→ **WORK ITEM**: Set down, please, exactly the lines below that run from the line with "context.fill(path, 'evenodd');" to the line with "context.strokeStyle = color;", both lines included.

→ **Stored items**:
==========
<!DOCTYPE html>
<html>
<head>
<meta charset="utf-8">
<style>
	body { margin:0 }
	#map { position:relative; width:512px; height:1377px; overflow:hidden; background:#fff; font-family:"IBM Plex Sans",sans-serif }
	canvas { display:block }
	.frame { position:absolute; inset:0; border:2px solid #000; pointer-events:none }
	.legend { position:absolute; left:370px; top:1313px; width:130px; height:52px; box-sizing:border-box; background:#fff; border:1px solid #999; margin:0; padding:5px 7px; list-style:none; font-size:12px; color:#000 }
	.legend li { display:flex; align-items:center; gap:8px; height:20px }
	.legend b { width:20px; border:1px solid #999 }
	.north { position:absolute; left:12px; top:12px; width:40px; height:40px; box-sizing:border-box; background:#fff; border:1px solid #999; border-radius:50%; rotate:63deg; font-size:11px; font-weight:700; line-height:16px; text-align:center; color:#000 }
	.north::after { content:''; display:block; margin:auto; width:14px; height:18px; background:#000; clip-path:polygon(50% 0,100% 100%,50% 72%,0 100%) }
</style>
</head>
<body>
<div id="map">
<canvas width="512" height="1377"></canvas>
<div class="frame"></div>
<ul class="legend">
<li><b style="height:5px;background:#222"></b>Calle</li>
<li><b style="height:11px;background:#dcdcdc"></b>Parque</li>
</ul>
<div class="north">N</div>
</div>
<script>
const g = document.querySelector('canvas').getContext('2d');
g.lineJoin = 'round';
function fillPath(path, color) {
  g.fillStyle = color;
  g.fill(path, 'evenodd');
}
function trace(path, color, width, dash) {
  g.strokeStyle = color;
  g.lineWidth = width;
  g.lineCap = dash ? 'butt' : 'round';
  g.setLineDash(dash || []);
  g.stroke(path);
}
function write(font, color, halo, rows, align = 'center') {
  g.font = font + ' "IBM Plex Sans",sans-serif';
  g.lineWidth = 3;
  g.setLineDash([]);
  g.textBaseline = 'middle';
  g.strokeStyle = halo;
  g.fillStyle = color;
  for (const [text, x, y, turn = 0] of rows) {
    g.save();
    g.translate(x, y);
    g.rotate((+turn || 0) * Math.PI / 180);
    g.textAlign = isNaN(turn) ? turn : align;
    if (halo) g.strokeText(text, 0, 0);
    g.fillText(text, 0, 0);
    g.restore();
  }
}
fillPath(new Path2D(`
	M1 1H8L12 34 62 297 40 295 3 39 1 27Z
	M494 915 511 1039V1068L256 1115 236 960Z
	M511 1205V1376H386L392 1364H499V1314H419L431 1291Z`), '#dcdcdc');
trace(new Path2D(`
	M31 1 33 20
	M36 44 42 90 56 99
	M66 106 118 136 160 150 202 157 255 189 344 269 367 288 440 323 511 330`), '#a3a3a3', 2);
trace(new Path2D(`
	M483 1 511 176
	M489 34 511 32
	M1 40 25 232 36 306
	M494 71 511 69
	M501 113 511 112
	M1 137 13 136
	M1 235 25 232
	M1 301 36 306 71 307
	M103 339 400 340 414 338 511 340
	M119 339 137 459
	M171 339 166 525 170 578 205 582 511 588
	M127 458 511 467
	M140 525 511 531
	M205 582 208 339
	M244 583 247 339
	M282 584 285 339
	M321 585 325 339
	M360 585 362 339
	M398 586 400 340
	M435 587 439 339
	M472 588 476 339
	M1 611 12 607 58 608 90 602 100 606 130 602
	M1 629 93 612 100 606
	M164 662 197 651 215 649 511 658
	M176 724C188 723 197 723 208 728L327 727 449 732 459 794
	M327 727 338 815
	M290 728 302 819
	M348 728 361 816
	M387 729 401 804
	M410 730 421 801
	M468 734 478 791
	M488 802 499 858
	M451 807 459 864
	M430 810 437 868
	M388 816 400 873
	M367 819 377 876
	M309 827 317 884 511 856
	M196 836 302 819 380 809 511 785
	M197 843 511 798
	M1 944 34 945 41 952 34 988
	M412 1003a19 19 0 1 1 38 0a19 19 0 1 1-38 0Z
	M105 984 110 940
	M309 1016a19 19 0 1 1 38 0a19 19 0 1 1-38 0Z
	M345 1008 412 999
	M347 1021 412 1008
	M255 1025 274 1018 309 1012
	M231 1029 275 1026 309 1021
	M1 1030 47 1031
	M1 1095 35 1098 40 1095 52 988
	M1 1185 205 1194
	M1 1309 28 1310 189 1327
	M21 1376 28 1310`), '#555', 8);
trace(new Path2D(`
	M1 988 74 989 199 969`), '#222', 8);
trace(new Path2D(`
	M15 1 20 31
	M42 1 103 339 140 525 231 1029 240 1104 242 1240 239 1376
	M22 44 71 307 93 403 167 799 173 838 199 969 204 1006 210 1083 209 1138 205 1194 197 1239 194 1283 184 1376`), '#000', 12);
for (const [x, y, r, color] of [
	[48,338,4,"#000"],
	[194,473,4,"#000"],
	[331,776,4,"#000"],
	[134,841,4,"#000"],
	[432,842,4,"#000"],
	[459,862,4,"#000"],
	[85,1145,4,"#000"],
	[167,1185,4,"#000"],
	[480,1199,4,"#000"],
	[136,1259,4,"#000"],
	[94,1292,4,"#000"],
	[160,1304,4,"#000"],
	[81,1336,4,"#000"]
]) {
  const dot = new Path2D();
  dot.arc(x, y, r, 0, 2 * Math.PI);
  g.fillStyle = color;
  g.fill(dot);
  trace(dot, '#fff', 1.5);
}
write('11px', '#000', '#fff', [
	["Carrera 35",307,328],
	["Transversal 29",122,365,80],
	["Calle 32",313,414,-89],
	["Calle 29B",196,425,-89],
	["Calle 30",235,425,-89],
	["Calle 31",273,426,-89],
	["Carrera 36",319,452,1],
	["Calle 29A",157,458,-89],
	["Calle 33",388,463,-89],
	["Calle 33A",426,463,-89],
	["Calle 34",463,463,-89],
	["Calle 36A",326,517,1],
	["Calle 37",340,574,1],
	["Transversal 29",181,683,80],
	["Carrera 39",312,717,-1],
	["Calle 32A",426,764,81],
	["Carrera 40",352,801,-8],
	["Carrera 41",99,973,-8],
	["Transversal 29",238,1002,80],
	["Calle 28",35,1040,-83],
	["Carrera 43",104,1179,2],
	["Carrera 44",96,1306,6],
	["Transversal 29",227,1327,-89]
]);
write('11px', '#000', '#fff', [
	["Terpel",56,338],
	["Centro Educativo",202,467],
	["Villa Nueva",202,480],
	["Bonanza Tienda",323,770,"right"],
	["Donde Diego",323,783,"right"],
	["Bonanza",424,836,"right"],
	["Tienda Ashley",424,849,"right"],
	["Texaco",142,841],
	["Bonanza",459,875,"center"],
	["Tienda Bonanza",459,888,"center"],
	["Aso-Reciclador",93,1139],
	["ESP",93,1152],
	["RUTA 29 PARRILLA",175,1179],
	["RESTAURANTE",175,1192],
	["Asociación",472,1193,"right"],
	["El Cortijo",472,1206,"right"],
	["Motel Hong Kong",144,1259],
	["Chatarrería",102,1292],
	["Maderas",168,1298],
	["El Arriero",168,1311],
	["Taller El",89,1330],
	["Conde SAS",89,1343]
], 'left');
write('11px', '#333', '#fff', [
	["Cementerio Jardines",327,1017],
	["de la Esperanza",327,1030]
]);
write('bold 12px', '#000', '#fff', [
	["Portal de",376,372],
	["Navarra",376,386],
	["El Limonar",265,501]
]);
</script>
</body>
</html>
==========
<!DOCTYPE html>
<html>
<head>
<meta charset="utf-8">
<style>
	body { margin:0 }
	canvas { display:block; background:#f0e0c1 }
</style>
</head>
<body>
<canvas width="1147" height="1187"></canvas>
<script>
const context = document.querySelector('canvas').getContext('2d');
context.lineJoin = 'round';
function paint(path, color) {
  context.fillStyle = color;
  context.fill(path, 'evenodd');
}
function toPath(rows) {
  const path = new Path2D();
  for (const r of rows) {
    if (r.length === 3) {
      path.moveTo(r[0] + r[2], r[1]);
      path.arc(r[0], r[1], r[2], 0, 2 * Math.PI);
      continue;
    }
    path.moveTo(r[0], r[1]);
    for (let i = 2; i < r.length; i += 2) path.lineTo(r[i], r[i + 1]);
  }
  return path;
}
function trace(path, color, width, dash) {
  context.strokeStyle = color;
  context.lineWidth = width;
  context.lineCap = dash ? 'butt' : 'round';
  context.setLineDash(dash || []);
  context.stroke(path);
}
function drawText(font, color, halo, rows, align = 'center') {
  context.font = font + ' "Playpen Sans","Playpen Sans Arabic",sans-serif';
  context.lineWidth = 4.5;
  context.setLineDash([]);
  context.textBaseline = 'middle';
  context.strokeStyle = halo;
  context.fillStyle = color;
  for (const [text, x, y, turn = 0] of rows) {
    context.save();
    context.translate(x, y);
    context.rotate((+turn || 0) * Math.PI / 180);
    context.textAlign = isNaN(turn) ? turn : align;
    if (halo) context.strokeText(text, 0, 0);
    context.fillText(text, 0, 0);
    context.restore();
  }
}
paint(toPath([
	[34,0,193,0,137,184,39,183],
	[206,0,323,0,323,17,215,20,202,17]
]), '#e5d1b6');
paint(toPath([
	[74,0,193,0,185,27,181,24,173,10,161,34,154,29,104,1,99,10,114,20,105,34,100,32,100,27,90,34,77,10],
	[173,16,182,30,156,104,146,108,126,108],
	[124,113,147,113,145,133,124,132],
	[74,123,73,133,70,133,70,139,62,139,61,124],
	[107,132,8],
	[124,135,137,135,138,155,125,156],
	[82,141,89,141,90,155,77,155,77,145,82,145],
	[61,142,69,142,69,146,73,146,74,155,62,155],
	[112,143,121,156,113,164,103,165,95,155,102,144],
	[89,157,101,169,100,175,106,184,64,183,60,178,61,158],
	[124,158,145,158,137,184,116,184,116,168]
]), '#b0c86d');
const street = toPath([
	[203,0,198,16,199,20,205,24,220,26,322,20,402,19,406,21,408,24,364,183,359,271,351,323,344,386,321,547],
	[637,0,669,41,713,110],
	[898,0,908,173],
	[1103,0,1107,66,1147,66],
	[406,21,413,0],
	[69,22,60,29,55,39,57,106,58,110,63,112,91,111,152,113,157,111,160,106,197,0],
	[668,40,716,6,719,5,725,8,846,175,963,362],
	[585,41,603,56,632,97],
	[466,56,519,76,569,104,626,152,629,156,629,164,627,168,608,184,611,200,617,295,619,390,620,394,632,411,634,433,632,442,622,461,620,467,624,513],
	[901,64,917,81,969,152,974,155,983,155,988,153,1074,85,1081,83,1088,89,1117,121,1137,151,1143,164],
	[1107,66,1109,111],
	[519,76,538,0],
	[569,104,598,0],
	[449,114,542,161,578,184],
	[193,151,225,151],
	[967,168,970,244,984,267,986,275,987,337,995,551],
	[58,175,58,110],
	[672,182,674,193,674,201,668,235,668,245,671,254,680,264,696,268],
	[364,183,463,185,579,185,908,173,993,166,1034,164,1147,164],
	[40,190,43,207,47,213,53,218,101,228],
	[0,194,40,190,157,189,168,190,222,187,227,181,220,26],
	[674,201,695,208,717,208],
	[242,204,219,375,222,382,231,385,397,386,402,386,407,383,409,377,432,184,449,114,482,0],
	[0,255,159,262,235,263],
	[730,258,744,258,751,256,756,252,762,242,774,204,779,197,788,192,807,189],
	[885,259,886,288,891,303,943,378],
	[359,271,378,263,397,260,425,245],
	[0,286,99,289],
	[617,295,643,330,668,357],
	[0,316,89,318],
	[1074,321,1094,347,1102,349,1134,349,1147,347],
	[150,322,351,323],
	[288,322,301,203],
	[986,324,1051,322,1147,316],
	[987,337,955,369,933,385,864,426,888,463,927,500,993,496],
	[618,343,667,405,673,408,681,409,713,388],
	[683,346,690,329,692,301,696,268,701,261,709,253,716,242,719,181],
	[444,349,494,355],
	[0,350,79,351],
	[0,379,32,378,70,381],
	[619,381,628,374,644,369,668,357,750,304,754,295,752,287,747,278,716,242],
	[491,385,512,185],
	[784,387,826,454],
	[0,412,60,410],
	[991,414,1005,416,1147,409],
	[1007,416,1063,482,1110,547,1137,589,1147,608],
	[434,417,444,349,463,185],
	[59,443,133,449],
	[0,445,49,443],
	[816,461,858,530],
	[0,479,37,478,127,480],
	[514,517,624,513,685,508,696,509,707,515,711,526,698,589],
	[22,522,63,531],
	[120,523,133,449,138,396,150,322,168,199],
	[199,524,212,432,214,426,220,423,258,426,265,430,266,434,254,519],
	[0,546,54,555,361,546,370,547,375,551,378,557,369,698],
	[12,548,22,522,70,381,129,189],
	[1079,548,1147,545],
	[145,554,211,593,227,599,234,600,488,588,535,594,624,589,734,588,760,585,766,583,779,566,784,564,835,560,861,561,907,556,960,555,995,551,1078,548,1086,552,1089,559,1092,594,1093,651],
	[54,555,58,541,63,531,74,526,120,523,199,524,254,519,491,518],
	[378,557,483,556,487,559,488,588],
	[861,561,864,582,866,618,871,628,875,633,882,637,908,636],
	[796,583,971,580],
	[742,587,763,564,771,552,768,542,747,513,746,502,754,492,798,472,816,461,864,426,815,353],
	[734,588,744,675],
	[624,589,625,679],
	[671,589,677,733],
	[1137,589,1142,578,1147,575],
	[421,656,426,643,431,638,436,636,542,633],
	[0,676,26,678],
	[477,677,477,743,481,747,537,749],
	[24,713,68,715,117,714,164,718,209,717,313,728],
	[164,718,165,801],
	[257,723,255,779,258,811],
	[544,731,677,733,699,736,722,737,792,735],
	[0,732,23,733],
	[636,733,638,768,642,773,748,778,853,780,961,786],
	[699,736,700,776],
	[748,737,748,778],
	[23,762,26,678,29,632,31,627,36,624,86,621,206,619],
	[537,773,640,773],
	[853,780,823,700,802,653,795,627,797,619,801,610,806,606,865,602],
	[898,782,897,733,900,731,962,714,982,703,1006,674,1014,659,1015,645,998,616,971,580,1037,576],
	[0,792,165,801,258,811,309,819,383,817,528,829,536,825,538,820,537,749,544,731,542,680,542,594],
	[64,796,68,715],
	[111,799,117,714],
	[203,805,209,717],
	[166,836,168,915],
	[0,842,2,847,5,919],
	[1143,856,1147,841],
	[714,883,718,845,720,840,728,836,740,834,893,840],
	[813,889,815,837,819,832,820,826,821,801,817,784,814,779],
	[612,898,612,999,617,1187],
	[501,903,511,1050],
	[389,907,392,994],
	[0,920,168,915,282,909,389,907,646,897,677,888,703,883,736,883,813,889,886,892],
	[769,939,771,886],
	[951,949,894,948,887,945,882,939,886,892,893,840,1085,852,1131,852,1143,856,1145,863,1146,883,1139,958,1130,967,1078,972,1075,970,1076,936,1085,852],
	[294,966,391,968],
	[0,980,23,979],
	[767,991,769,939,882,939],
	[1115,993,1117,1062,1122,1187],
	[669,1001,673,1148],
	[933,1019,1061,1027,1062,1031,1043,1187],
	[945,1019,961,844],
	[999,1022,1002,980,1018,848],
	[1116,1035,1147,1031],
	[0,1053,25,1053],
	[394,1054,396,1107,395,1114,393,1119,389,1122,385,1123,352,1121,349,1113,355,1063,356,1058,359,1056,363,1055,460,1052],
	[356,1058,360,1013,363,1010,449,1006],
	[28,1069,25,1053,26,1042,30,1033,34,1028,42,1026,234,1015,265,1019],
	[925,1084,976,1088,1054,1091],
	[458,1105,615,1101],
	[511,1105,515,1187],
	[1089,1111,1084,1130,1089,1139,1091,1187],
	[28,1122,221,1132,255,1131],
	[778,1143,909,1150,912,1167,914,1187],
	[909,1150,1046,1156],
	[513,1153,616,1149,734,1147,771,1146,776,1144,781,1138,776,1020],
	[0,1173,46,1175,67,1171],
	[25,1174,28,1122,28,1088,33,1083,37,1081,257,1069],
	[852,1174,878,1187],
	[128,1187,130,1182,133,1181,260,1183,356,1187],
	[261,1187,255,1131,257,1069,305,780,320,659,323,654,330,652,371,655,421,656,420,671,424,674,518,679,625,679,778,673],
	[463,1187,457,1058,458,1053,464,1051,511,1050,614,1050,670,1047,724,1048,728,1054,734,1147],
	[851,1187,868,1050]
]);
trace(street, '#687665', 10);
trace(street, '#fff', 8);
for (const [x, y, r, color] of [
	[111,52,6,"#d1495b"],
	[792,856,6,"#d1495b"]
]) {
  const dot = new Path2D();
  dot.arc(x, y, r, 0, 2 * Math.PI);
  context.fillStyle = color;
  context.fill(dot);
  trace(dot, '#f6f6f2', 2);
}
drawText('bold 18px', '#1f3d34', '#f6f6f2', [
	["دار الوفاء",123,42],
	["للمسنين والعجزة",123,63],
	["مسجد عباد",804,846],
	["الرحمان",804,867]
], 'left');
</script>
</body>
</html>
==========
→ **EXERCISE OUTPUT**:
  context.fill(path, 'evenodd');
}
function toPath(rows) {
  const path = new Path2D();
  for (const r of rows) {
    if (r.length === 3) {
      path.moveTo(r[0] + r[2], r[1]);
      path.arc(r[0], r[1], r[2], 0, 2 * Math.PI);
      continue;
    }
    path.moveTo(r[0], r[1]);
    for (let i = 2; i < r.length; i += 2) path.lineTo(r[i], r[i + 1]);
  }
  return path;
}
function trace(path, color, width, dash) {
  context.strokeStyle = color;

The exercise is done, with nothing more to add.